The required output is all lines below that contain the word "body".

-*-

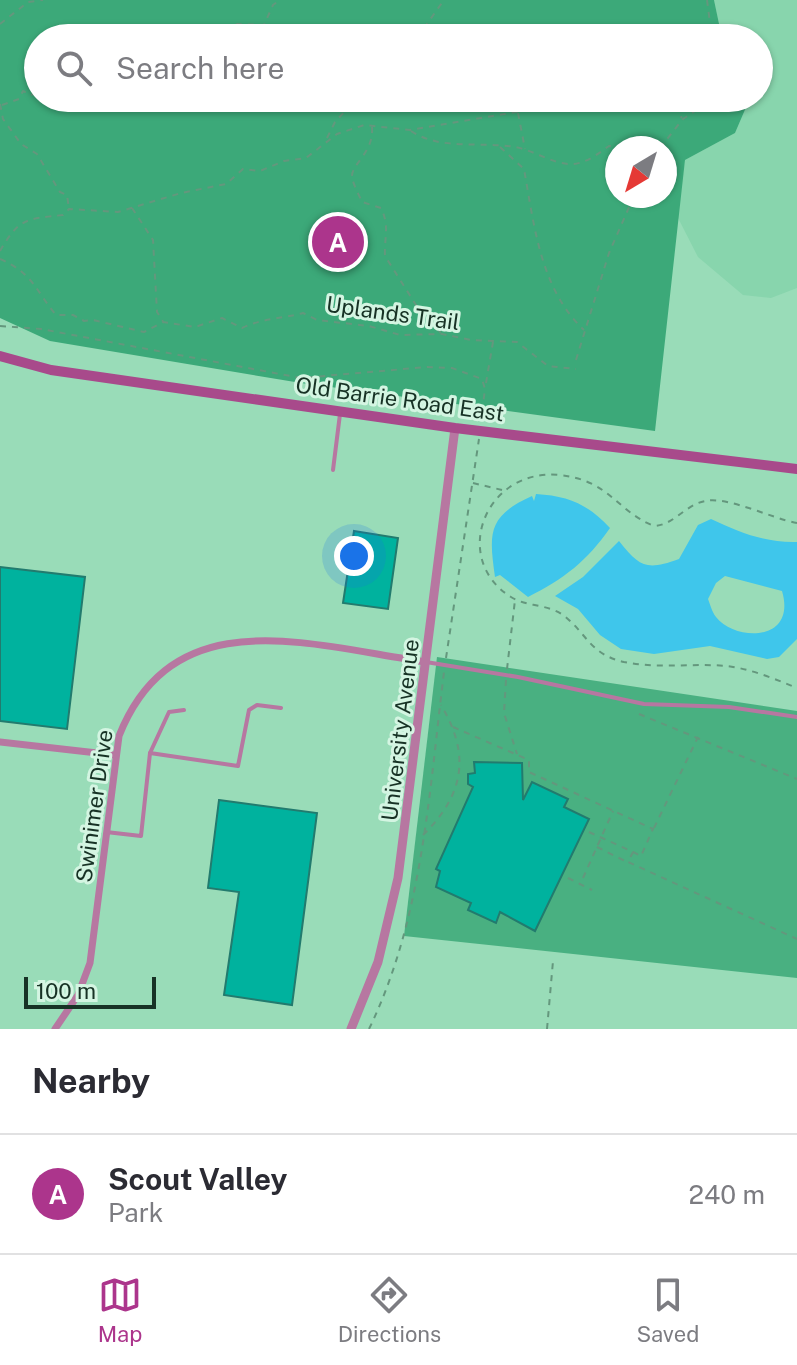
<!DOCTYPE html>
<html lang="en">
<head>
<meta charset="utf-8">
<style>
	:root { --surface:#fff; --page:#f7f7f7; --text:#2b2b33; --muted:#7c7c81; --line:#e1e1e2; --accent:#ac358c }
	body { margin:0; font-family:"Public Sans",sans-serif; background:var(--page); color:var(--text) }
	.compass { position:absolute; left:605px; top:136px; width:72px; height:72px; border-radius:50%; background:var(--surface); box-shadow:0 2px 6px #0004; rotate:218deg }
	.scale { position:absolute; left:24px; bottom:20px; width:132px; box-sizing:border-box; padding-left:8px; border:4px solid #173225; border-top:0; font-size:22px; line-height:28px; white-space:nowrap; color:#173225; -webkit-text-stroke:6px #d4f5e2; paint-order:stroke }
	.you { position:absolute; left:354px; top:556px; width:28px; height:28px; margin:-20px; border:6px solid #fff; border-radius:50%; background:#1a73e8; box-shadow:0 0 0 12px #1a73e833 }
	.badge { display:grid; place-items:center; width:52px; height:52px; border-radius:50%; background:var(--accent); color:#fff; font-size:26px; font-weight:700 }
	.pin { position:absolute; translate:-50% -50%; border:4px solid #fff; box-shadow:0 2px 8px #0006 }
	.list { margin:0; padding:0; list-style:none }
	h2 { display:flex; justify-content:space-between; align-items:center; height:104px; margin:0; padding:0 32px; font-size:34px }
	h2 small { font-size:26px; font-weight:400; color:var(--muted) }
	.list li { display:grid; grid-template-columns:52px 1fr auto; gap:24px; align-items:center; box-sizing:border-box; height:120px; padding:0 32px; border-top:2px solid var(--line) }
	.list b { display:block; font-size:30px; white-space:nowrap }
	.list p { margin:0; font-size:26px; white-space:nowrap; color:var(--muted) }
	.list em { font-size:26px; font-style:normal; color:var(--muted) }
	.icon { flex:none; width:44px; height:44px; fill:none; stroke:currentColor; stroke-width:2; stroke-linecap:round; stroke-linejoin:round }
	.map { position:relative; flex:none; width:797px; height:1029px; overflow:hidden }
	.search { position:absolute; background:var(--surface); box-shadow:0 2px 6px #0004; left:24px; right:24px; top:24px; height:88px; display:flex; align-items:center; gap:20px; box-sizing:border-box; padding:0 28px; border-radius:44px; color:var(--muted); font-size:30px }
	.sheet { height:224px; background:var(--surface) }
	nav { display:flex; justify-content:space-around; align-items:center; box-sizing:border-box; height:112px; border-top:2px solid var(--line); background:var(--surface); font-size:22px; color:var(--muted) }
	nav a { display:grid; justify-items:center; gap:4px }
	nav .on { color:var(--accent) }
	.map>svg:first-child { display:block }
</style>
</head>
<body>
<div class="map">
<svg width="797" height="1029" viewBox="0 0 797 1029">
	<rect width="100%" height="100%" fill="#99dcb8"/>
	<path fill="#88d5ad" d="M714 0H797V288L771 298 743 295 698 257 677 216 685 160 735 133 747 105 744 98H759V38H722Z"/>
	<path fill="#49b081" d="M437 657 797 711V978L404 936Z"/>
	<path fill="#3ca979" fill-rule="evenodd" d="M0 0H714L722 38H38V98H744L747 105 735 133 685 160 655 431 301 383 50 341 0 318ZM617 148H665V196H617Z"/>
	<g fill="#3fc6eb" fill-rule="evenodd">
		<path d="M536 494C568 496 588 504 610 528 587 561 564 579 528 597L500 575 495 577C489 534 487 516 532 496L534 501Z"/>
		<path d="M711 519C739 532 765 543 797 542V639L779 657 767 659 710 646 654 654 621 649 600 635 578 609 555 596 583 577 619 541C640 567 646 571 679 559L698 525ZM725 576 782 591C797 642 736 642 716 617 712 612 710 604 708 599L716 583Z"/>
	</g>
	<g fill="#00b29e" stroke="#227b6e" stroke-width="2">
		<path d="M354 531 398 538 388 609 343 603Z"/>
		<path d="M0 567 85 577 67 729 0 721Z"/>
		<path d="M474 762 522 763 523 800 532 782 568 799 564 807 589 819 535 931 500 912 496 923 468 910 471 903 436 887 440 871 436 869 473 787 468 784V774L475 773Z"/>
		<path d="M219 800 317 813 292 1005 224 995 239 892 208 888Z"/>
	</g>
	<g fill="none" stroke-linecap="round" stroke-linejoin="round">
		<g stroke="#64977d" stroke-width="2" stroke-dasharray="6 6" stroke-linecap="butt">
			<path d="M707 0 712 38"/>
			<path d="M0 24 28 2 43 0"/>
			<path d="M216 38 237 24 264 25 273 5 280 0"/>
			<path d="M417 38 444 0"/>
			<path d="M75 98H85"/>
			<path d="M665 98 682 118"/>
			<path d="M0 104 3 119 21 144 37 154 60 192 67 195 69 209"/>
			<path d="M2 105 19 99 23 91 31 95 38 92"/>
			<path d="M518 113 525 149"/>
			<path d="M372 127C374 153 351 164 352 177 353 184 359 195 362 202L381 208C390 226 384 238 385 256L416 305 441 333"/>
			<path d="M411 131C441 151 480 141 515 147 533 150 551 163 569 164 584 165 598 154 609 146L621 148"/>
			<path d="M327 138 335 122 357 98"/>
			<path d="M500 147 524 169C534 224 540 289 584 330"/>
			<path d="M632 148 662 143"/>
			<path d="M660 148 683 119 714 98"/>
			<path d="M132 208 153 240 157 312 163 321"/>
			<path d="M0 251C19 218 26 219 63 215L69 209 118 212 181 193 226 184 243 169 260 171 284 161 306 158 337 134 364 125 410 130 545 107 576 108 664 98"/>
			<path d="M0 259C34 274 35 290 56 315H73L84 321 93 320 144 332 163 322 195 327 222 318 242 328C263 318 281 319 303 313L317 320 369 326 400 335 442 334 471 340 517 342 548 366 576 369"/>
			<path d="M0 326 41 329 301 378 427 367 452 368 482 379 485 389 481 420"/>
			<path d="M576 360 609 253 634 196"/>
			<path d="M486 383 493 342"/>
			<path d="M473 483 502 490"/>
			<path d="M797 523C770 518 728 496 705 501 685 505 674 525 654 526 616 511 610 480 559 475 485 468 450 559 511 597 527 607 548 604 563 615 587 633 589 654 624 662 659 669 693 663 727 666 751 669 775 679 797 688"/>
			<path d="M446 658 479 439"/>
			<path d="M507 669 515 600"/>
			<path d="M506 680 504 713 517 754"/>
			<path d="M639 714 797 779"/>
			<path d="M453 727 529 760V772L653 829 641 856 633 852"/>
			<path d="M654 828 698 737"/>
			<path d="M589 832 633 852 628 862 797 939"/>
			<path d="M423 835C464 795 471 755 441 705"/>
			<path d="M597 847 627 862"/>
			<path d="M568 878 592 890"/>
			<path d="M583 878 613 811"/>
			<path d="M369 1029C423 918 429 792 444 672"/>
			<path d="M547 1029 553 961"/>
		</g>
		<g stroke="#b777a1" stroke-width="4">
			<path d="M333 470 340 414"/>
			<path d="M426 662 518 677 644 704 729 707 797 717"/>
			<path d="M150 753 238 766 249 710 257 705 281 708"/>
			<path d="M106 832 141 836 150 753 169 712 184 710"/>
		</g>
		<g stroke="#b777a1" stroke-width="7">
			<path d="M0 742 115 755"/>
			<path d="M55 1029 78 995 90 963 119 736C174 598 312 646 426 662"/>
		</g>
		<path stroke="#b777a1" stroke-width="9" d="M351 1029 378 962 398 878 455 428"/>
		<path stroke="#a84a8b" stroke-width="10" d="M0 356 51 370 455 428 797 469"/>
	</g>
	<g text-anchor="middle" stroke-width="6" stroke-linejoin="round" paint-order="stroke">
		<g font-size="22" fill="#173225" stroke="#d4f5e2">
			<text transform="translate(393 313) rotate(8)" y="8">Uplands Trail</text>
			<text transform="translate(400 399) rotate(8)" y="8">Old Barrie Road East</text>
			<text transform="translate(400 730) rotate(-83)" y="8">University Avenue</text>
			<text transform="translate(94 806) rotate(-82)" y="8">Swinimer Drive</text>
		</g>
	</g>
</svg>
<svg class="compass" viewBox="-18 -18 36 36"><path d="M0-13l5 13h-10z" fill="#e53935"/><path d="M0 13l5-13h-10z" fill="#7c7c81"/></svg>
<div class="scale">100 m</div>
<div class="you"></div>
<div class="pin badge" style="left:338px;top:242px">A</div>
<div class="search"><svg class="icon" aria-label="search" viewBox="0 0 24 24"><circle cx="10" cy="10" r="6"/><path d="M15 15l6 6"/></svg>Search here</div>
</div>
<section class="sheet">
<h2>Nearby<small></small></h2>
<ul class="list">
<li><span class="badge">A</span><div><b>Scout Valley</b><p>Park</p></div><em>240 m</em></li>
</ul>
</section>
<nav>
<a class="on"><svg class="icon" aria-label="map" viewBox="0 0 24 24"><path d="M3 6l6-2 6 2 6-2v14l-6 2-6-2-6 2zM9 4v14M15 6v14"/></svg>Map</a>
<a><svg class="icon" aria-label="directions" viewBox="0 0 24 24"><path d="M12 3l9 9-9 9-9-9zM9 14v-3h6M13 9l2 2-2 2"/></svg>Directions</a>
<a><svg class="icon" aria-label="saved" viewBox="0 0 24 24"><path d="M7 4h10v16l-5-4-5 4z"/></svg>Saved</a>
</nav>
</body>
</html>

-*-

◆ **Your solution**
	body { margin:0; font-family:"Public Sans",sans-serif; background:var(--page); color:var(--text) }
<body>
</body>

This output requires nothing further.